### WHAT YOU HAVE TO DO:
The reply should hold every line of the data below, unchanged, and none of the pictures.

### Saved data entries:
——————————

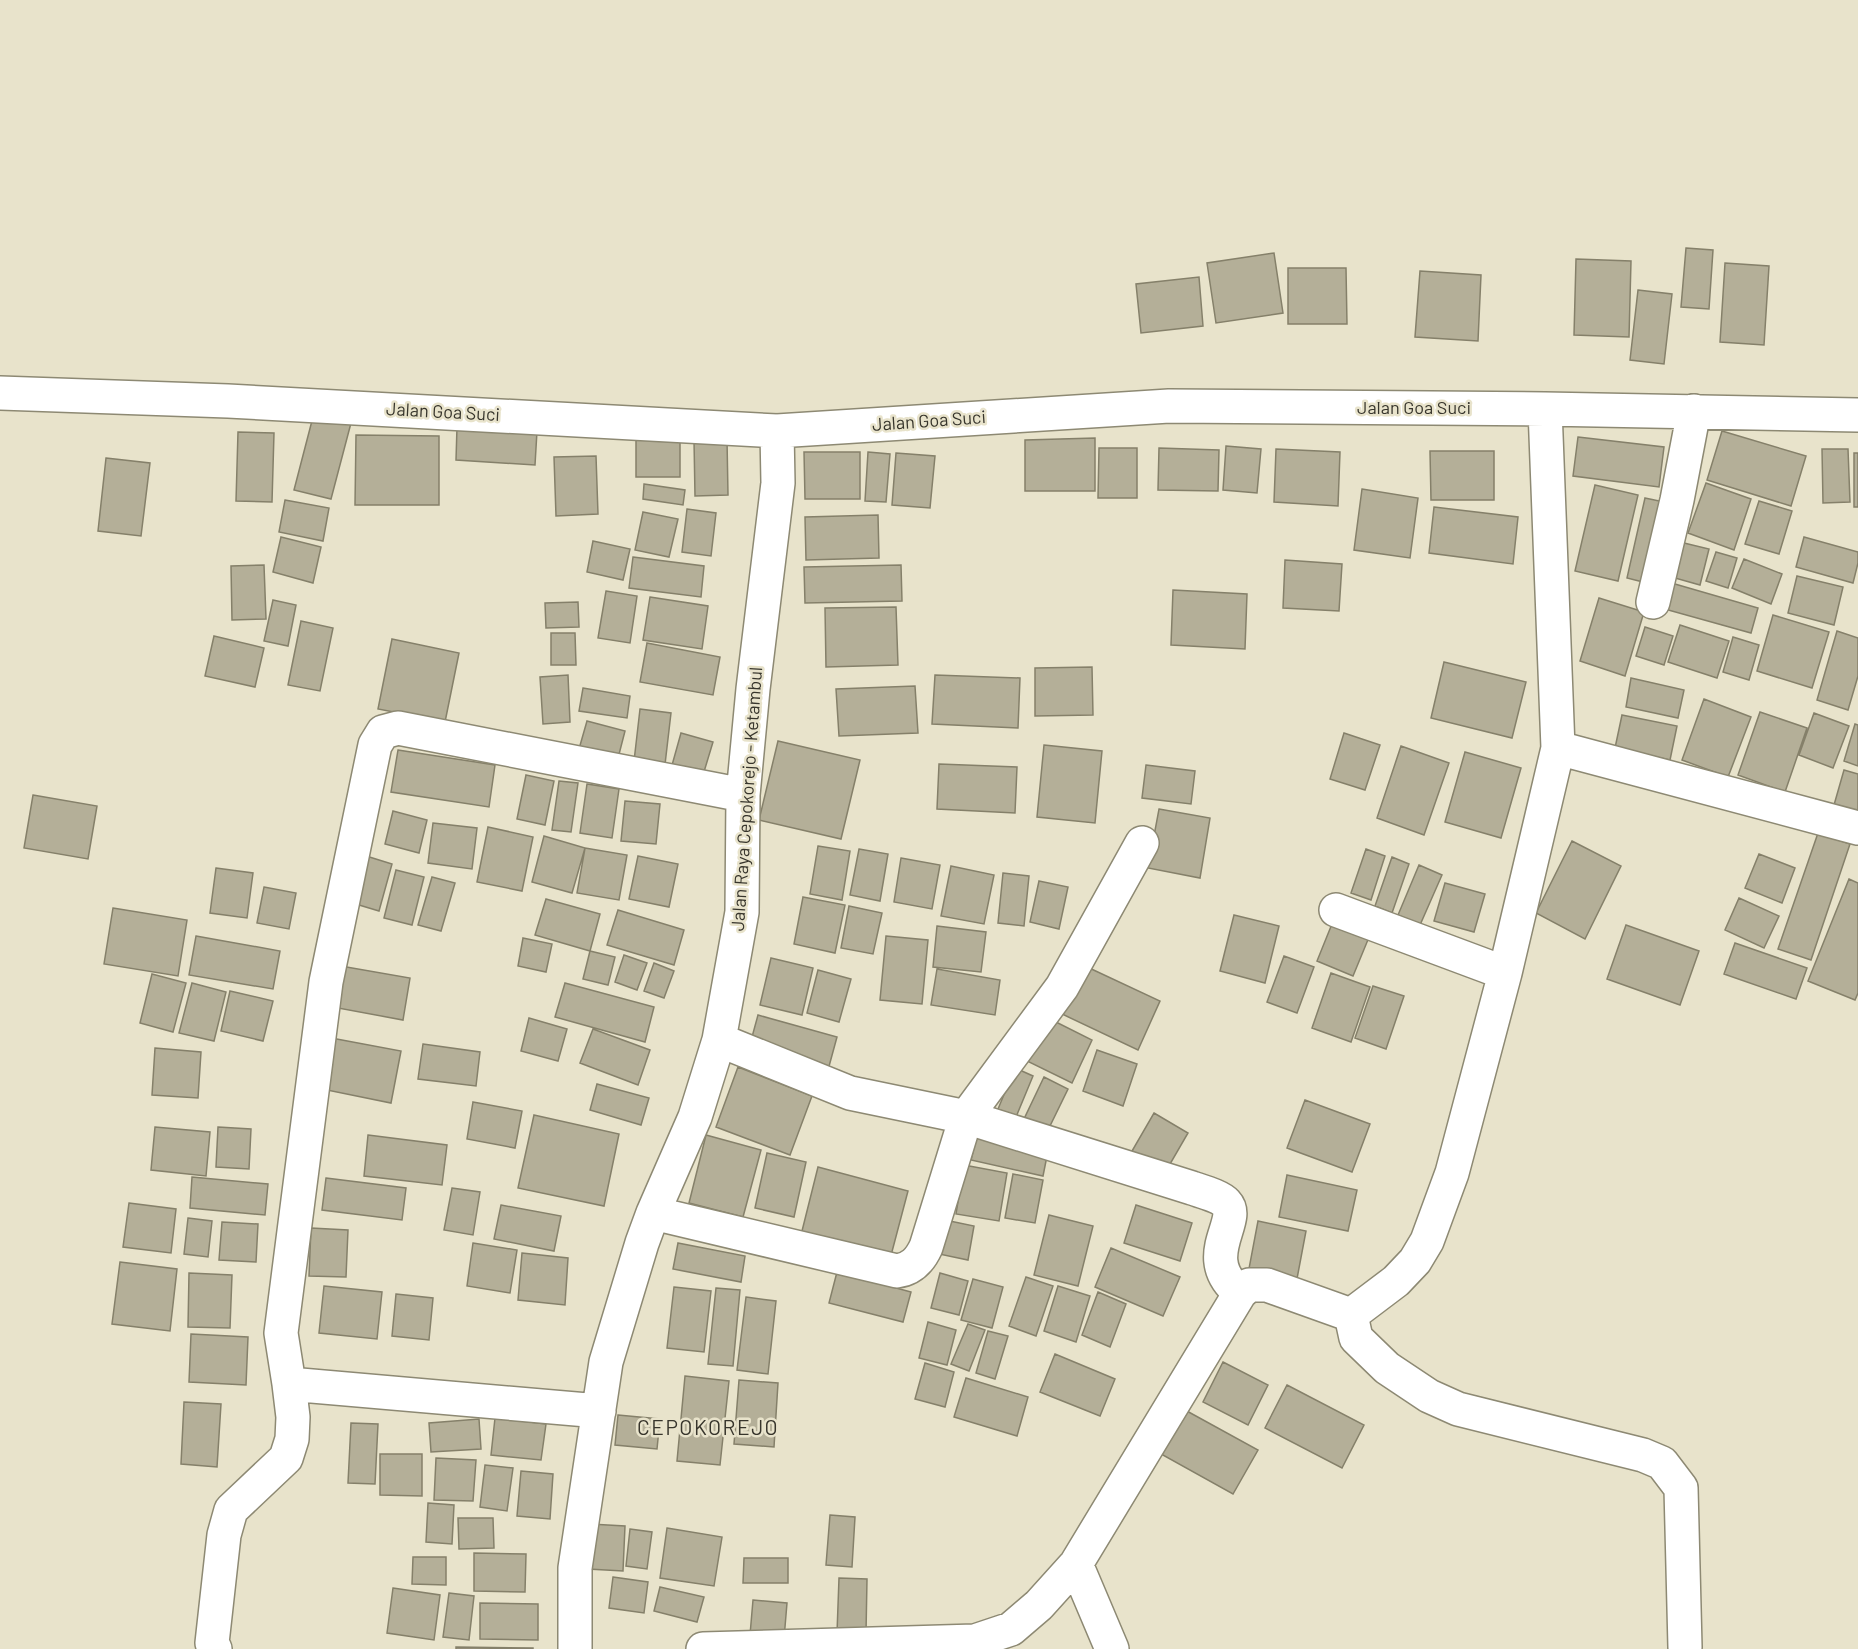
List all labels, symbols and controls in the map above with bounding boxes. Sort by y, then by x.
street label: Jalan Goa Suci [1357,396,1471,418]
street label: Jalan Goa Suci [386,397,501,425]
street label: Jalan Goa Suci [871,405,987,435]
street label: Jalan Raya Cepokorejo - Ketambul [726,666,766,932]
district label: CEPOKOREJO [637,1414,779,1439]

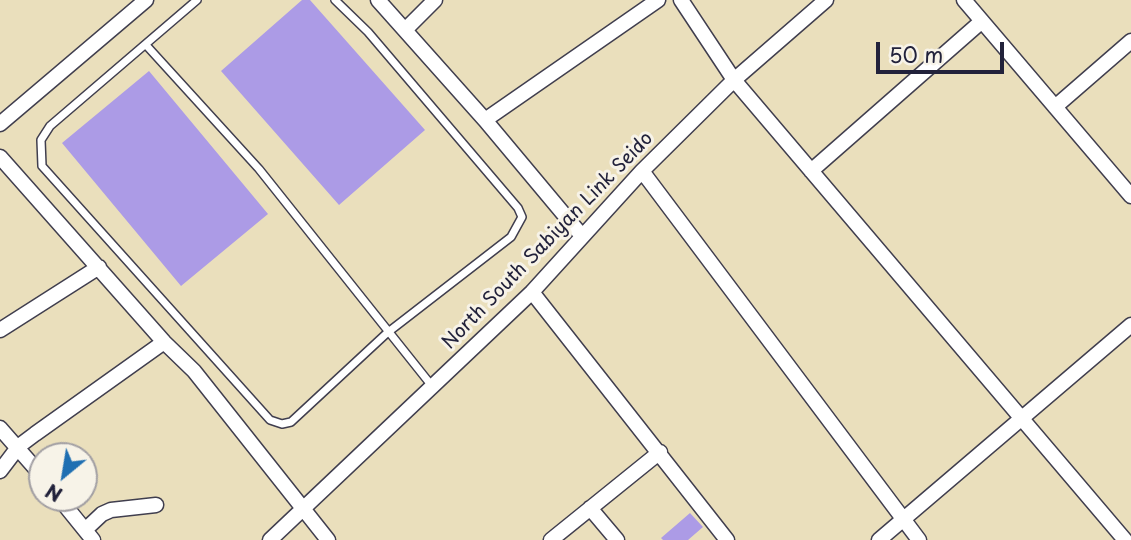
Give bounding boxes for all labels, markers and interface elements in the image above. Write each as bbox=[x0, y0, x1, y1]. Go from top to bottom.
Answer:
scale bar bbox=[879, 28, 1007, 72]
text: 50 m bbox=[889, 38, 943, 70]
street label: North South Sabiyan Link Seido bbox=[438, 128, 658, 354]
north arrow bbox=[28, 442, 98, 512]
text: N bbox=[40, 478, 67, 509]

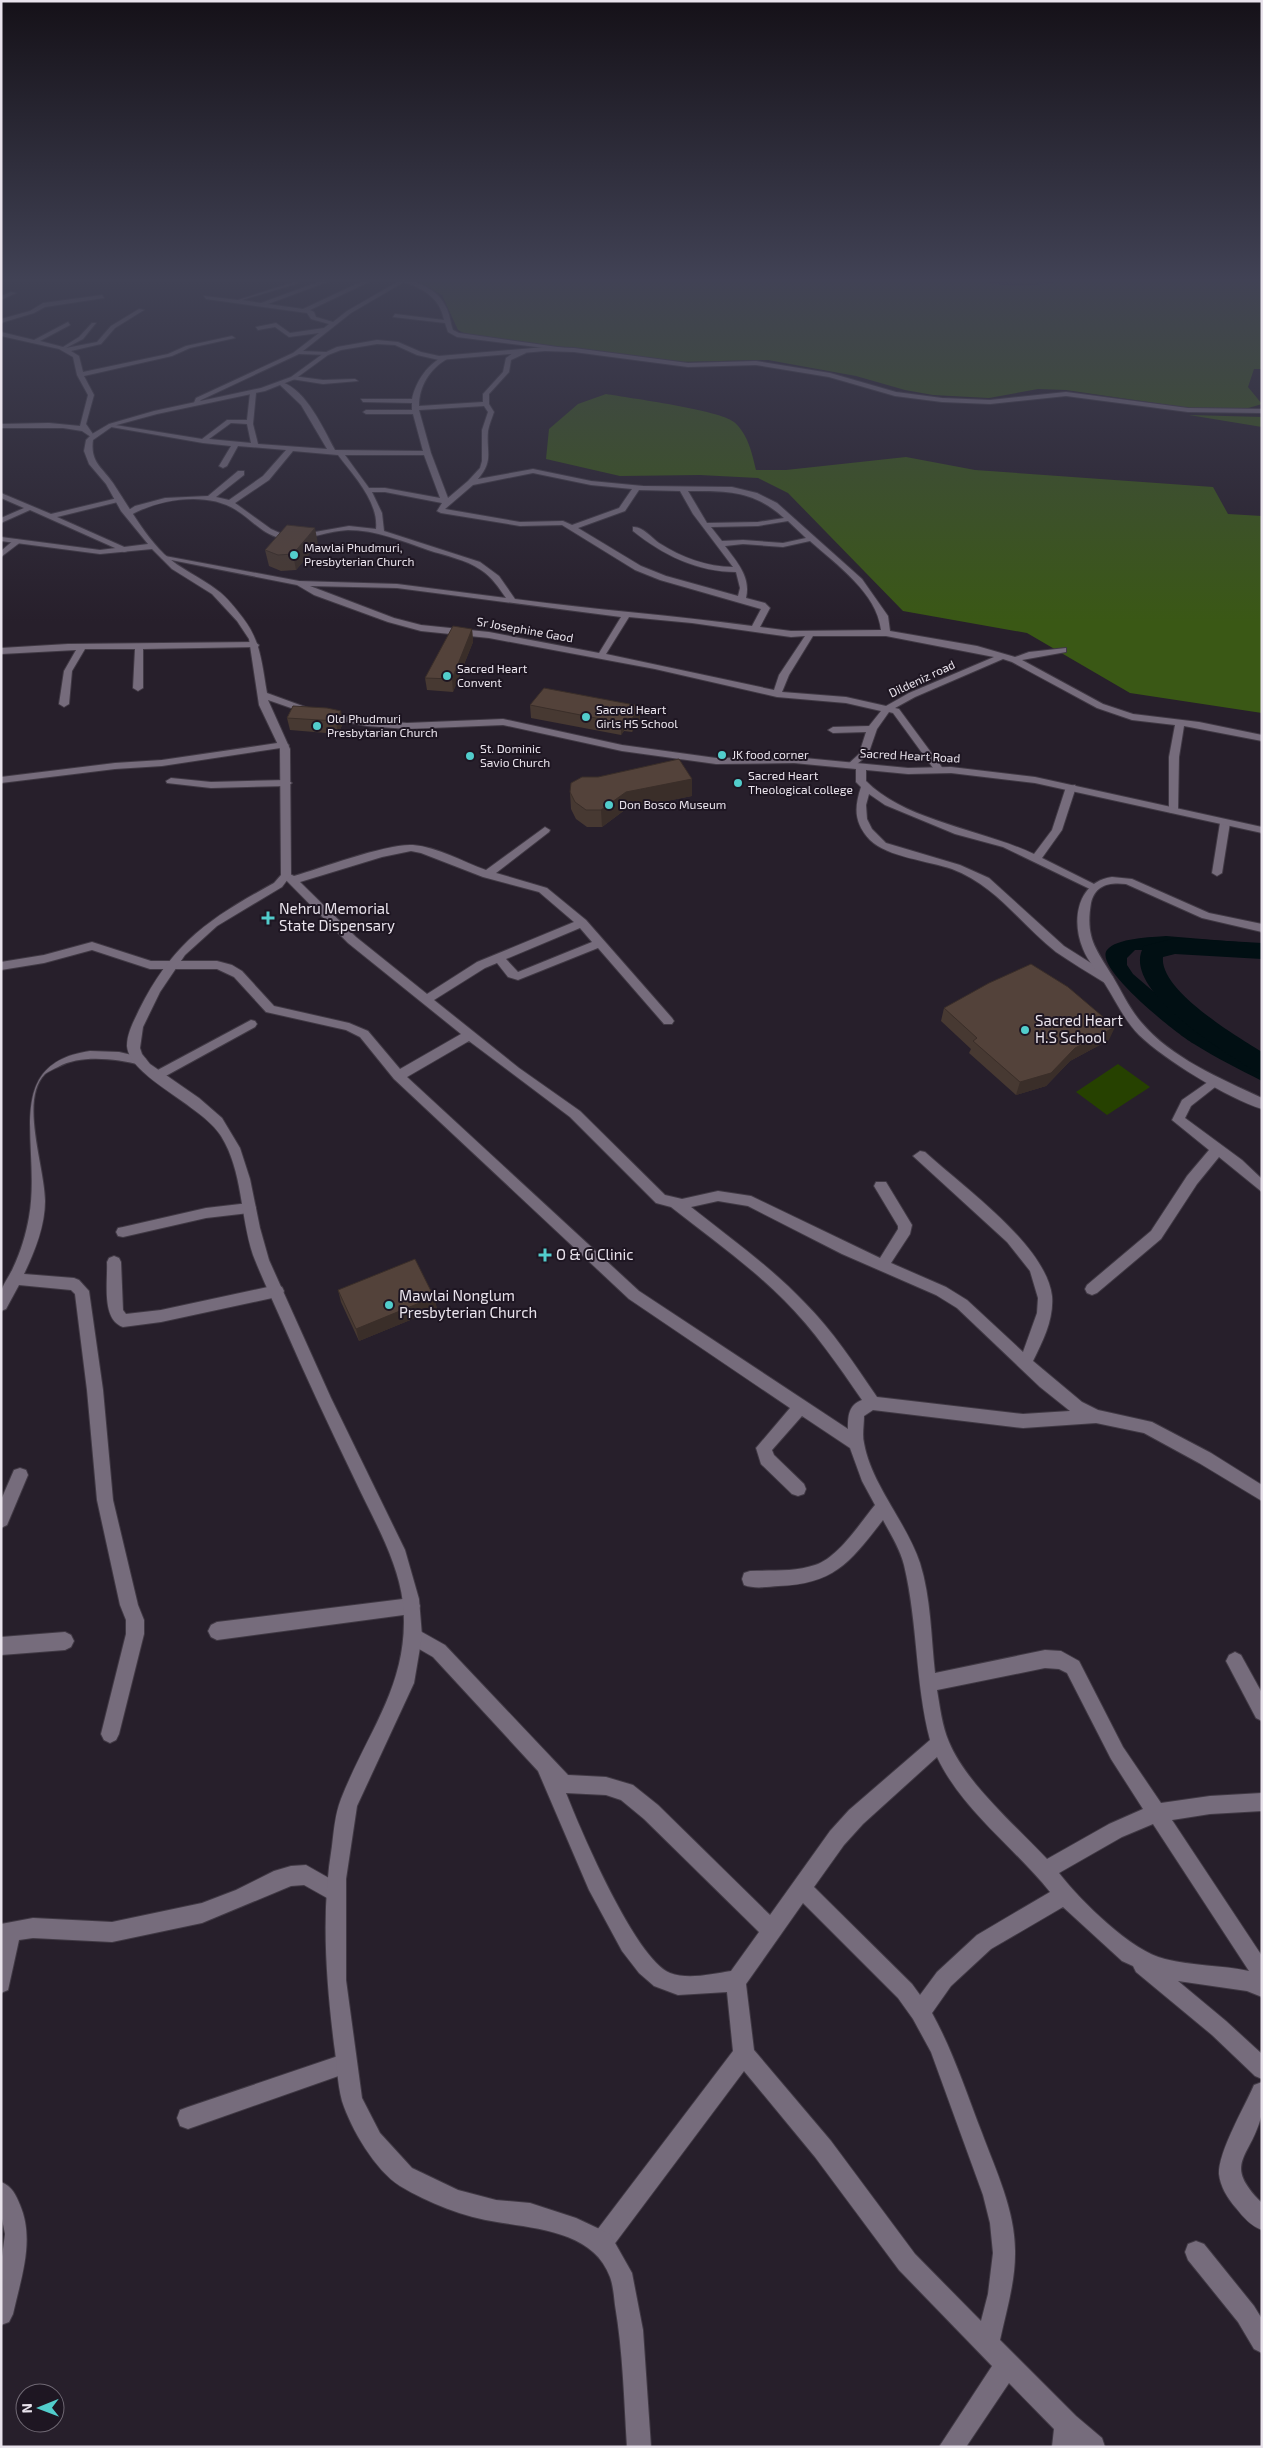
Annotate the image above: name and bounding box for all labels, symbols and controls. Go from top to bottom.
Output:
place label: Mawlai Phudmuri, Presbyterian Church [304,540,415,568]
marker: Mawlai Phudmuri, Presbyterian Church [288,549,300,561]
street label: Sr Josephine Gaod [476,614,575,644]
street label: Dildeniz road [886,657,957,700]
place label: Sacred Heart Convent [457,661,528,689]
marker: Sacred Heart Convent [441,670,453,682]
place label: Sacred Heart Girls HS School [596,702,678,730]
place label: Old Phudmuri Presbytarian Church [327,711,438,739]
marker: Sacred Heart Girls HS School [580,711,592,723]
marker: Old Phudmuri Presbytarian Church [311,720,323,732]
place label: St. Dominic Savio Church [480,741,550,769]
street label: Sacred Heart Road [859,745,961,765]
place label: JK food corner [732,747,809,761]
marker: JK food corner [716,749,728,761]
marker: St. Dominic Savio Church [464,750,476,762]
place label: Sacred Heart Theological college [748,768,853,796]
marker: Sacred Heart Theological college [732,777,744,789]
place label: Don Bosco Museum [619,797,726,811]
marker: Don Bosco Museum [603,799,615,811]
place label: Nehru Memorial State Dispensary [279,899,395,934]
marker: Nehru Memorial State Dispensary [261,911,275,925]
place label: Sacred Heart H.S School [1035,1011,1123,1046]
marker: Sacred Heart H.S School [1019,1024,1031,1036]
place label: O & G Clinic [556,1245,634,1263]
marker: O & G Clinic [538,1248,552,1262]
place label: Mawlai Nonglum Presbyterian Church [399,1286,537,1321]
marker: Mawlai Nonglum Presbyterian Church [383,1299,395,1311]
north arrow [15,2383,65,2433]
text: N [18,2403,35,2413]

——————————

### RESULT:
List all labels, symbols and controls in the map above with bounding boxes. Sort by y, then by x.
street label: Jalan Goa Suci [1357,396,1471,418]
street label: Jalan Goa Suci [386,397,501,425]
street label: Jalan Goa Suci [871,405,987,435]
street label: Jalan Raya Cepokorejo - Ketambul [726,666,766,932]
district label: CEPOKOREJO [637,1414,779,1439]

Give bounding boxes for all labels, markers and interface elements in the image above. Write each as bbox=[x0, y0, x1, y1]. Go from top to bottom.
Answer:
scale bar bbox=[879, 28, 1007, 72]
text: 50 m bbox=[889, 38, 943, 70]
street label: North South Sabiyan Link Seido bbox=[438, 128, 658, 354]
north arrow bbox=[28, 442, 98, 512]
text: N bbox=[40, 478, 67, 509]

Annotate the image above: name and bounding box for all labels, symbols and controls. Go from top to bottom.
Output:
place label: Mawlai Phudmuri, Presbyterian Church [304,540,415,568]
marker: Mawlai Phudmuri, Presbyterian Church [288,549,300,561]
street label: Sr Josephine Gaod [476,614,575,644]
street label: Dildeniz road [886,657,957,700]
place label: Sacred Heart Convent [457,661,528,689]
marker: Sacred Heart Convent [441,670,453,682]
place label: Sacred Heart Girls HS School [596,702,678,730]
place label: Old Phudmuri Presbytarian Church [327,711,438,739]
marker: Sacred Heart Girls HS School [580,711,592,723]
marker: Old Phudmuri Presbytarian Church [311,720,323,732]
place label: St. Dominic Savio Church [480,741,550,769]
street label: Sacred Heart Road [859,745,961,765]
place label: JK food corner [732,747,809,761]
marker: JK food corner [716,749,728,761]
marker: St. Dominic Savio Church [464,750,476,762]
place label: Sacred Heart Theological college [748,768,853,796]
marker: Sacred Heart Theological college [732,777,744,789]
place label: Don Bosco Museum [619,797,726,811]
marker: Don Bosco Museum [603,799,615,811]
place label: Nehru Memorial State Dispensary [279,899,395,934]
marker: Nehru Memorial State Dispensary [261,911,275,925]
place label: Sacred Heart H.S School [1035,1011,1123,1046]
marker: Sacred Heart H.S School [1019,1024,1031,1036]
place label: O & G Clinic [556,1245,634,1263]
marker: O & G Clinic [538,1248,552,1262]
place label: Mawlai Nonglum Presbyterian Church [399,1286,537,1321]
marker: Mawlai Nonglum Presbyterian Church [383,1299,395,1311]
north arrow [15,2383,65,2433]
text: N [18,2403,35,2413]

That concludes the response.